Les paroles du meunier ivre retentissaient étrangement et bizarrement dans le cœur d'Hélène. Ses pensées les plus cachées lui semblaient connues; on eût dit qu'il lisait dans son cœur: la torche accrochée à la muraille éclairait d'une vive lumière son visage ridé; ses yeux gris étaient obscurcis par l'ivresse, cependant ils semblaient pénétrer Hélène de part en part. Sa peur la reprit, elle se mit à prier à haute voix.

—Hé! hé! disait le meunier, prie, prie, cela ne me fait pas peur… la prière ne m'effraie pas, je ne m'en irai pas en fumée, je ne suis pas le premier venu… le père des eaux me connaît et le père des forêts aussi; les naïades, les fées, les lutins me connaissent, tous me connaissent… moi… moi… Tiens, veux-tu, je vais les appeler? Chikal! Likal!

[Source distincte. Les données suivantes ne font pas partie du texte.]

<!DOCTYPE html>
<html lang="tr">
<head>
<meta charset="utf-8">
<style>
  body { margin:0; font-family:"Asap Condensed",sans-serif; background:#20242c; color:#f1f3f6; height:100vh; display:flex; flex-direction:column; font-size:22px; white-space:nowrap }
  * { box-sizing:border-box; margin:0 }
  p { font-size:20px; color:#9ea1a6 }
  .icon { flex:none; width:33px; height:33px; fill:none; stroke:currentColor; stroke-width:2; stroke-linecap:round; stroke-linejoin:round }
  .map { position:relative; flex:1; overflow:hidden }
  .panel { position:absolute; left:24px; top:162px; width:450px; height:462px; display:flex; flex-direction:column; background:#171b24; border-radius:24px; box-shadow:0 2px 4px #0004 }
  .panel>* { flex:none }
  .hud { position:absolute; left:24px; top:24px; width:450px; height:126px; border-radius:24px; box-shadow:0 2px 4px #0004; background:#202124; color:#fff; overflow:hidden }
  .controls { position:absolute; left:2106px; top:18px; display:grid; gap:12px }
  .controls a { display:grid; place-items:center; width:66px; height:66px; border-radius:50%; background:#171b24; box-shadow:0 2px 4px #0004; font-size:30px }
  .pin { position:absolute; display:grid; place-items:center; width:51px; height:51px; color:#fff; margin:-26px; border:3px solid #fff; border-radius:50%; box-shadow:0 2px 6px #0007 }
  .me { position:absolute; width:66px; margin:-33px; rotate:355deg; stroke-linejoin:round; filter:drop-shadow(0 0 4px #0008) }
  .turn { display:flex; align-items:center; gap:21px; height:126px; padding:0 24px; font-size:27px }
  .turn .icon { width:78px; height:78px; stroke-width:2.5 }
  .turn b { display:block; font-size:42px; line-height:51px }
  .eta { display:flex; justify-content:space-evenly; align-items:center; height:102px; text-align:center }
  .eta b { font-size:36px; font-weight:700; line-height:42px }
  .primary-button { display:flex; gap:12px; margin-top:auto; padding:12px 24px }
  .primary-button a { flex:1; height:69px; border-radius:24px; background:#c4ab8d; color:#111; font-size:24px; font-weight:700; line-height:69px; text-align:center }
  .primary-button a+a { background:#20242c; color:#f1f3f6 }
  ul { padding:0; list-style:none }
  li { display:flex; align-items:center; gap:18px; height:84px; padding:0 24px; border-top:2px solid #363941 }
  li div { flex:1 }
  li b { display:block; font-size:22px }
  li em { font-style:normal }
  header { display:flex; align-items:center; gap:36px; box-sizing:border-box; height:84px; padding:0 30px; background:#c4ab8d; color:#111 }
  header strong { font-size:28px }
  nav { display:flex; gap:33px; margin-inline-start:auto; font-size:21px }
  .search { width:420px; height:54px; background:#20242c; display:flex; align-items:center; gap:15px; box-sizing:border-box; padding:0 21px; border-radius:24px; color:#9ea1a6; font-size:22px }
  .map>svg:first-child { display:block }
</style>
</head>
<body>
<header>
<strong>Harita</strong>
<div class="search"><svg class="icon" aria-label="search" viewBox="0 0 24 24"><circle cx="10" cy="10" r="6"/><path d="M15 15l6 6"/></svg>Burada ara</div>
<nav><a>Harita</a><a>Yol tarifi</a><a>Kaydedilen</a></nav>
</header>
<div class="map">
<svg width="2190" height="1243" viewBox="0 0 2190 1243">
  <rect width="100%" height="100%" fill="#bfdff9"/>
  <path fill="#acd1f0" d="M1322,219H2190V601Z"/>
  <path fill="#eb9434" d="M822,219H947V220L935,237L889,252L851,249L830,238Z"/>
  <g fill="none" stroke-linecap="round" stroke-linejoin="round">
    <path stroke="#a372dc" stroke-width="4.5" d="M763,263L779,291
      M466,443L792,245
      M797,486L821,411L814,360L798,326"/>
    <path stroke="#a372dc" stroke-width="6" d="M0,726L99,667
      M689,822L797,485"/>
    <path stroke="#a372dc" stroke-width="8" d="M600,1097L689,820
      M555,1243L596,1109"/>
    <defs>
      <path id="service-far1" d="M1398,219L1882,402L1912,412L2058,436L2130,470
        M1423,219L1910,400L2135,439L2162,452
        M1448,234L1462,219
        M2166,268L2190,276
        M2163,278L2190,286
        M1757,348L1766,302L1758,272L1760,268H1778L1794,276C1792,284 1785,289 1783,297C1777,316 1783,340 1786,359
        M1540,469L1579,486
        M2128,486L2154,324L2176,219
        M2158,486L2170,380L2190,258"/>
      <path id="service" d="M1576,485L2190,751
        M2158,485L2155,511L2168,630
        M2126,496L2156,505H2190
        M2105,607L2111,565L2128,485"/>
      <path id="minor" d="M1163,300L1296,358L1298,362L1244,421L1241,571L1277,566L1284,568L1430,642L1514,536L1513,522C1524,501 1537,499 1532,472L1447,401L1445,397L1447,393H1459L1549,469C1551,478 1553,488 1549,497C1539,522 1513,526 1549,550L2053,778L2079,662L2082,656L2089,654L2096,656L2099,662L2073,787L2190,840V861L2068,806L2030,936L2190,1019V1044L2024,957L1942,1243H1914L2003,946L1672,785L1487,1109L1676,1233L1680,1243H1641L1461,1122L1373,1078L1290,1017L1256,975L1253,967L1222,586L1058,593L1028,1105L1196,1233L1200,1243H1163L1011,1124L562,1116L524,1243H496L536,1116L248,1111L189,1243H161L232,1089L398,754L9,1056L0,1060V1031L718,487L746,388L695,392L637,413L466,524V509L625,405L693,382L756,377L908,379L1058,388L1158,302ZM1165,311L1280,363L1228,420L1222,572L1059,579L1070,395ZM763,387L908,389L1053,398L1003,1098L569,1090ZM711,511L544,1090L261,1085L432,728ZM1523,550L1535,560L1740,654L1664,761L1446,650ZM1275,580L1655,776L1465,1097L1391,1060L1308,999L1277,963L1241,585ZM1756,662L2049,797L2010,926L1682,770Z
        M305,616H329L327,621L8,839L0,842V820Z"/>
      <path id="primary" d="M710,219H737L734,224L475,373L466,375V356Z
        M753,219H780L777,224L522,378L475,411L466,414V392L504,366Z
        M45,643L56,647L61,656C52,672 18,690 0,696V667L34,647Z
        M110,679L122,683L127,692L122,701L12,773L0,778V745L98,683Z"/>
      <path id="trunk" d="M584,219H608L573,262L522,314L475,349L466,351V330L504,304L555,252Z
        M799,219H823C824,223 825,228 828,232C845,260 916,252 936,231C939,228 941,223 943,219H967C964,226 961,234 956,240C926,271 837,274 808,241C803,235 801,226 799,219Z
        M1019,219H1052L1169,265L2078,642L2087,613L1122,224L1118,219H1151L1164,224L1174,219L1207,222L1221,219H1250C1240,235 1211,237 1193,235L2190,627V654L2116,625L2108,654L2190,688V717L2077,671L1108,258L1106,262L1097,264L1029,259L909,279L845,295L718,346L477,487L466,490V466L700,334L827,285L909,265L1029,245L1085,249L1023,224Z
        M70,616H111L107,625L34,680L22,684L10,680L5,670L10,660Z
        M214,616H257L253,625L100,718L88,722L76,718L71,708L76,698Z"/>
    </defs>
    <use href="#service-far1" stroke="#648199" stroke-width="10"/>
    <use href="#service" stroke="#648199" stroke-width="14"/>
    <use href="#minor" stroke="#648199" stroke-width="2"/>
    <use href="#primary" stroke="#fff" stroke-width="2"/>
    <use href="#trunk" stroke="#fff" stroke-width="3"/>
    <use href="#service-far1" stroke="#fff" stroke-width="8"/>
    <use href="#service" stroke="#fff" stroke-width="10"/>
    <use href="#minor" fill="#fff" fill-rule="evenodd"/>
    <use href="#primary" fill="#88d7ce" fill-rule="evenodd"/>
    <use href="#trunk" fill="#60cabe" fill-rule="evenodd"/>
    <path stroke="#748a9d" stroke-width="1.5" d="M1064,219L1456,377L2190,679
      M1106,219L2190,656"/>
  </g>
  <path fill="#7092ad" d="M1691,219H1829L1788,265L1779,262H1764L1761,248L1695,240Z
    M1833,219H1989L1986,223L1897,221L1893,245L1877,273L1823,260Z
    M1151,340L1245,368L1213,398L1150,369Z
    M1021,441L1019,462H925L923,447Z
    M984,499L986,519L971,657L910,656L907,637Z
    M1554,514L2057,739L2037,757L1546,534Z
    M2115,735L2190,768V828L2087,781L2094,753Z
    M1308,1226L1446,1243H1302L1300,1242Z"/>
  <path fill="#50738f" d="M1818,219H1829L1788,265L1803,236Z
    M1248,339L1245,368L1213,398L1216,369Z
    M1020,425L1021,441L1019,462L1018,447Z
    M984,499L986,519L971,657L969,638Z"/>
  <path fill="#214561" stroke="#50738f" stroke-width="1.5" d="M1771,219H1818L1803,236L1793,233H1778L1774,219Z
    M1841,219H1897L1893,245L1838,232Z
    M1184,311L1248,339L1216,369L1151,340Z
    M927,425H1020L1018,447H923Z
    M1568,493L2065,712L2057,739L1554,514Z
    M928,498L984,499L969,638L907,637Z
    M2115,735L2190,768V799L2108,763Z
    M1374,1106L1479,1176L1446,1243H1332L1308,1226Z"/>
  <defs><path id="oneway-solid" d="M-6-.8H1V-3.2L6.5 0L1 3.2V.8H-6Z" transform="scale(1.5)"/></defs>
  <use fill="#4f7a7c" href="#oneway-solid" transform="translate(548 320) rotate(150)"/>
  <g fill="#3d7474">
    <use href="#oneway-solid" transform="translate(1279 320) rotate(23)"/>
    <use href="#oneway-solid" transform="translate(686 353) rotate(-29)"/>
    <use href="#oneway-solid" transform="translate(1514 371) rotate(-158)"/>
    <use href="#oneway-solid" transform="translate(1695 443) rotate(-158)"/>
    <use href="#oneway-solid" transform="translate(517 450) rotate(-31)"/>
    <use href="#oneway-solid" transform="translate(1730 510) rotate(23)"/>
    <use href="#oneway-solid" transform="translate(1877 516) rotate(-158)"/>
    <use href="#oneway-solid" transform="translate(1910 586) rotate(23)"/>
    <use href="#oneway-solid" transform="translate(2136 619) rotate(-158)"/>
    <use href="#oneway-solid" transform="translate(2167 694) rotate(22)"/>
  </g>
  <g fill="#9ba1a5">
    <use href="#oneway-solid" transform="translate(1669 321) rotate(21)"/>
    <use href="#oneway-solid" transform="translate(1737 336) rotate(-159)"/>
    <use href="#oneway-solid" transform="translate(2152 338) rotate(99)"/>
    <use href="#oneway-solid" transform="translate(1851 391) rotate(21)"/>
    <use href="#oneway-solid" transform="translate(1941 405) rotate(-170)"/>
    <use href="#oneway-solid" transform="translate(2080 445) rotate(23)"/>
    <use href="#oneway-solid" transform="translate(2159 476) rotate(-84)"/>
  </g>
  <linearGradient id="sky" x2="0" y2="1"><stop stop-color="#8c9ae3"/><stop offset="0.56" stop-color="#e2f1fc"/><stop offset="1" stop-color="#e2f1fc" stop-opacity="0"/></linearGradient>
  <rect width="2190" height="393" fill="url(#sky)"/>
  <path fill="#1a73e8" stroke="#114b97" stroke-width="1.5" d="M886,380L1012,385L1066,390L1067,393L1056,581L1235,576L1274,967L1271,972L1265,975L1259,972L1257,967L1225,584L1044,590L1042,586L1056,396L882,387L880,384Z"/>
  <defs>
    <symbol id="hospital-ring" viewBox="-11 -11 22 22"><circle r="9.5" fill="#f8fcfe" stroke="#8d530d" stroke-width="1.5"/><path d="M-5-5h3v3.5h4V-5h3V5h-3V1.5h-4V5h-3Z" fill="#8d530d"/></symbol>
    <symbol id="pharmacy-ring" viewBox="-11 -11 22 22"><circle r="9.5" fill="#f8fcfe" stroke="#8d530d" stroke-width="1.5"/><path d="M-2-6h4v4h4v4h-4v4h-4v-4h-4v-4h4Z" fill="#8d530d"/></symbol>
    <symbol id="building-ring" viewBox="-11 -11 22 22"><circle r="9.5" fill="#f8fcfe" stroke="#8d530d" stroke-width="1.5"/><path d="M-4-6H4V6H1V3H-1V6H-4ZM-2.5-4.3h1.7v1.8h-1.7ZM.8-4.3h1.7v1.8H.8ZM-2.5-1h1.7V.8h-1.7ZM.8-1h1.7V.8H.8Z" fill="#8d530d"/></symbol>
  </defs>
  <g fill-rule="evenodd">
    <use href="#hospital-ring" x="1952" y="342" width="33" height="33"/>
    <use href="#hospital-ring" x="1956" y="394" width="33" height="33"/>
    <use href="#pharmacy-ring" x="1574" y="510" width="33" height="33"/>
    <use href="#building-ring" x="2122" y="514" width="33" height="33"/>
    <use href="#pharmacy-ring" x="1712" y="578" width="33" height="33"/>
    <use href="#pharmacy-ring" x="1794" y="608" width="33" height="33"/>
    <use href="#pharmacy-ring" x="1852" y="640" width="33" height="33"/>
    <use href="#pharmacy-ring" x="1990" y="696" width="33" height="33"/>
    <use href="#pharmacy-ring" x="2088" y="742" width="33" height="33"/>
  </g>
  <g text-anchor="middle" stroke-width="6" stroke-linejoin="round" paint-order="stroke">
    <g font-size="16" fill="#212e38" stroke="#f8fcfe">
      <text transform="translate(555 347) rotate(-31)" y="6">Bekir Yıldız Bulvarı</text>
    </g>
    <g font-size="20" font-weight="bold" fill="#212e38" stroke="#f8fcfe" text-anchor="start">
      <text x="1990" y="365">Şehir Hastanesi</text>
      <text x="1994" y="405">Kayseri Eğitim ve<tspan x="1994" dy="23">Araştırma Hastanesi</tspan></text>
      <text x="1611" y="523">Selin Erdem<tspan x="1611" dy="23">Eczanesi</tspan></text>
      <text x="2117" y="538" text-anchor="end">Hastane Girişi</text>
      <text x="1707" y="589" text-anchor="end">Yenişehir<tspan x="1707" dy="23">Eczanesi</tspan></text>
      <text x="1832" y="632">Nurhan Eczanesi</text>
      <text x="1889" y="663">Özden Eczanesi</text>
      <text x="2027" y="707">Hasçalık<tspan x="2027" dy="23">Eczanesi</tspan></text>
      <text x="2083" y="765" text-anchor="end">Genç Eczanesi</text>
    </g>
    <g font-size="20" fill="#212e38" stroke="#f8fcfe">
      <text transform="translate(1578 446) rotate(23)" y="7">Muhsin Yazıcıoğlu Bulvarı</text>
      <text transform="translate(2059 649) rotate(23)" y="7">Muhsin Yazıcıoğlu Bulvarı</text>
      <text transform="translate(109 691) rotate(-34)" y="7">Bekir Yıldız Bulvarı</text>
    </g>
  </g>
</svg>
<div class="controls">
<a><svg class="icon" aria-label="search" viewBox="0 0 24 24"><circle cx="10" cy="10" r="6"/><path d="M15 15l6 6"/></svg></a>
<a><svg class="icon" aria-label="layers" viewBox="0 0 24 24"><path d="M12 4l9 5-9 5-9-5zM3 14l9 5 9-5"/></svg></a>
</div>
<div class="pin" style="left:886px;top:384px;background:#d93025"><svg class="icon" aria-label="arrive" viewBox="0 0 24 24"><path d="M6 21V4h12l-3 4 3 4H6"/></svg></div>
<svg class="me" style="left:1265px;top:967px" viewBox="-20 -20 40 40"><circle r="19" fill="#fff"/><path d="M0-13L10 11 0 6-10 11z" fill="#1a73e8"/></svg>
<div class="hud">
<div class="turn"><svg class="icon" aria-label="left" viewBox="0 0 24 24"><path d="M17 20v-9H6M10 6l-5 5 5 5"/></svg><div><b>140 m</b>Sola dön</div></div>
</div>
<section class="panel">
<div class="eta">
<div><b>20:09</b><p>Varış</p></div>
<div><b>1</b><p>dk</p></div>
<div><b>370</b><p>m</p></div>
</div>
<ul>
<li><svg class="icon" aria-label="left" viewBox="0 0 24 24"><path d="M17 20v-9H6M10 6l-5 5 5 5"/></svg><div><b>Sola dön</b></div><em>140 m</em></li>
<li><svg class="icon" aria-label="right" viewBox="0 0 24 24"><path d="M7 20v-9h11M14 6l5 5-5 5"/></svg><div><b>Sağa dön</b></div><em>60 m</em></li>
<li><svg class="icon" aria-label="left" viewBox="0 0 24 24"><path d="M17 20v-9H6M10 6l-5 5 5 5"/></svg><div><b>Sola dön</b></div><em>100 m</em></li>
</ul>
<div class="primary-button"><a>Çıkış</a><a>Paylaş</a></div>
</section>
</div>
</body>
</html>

—Mon Dieu! murmurait Hélène.

—Chical! Likal! eh bien? Elles viendront. Attends, je vais les chercher. Bdou, bdou!

Le vieillard se leva et, moitié trébuchant, moitié dansant, il sortit de la grange. Hélène épouvantée ferma la porte sur lui. Pendant longtemps elle entendit le meunier se parlant à lui-même.

—Tous me connaissent, répétait-il d'une voix de moins en moins assurée, et le père des forêts et le père des eaux… et les naïades… et les lutins. Je ne suis pas le premier venu… tous me connaissent; bdou, bdou!

On entendit le vieillard danser et sauter en cadence, puis sa voix faiblit, il se coucha sur le sol et bientôt retentit son ronflement sonore qui pendant toute la nuit se joignit au bruit que faisait, en tournant, la roue du moulin.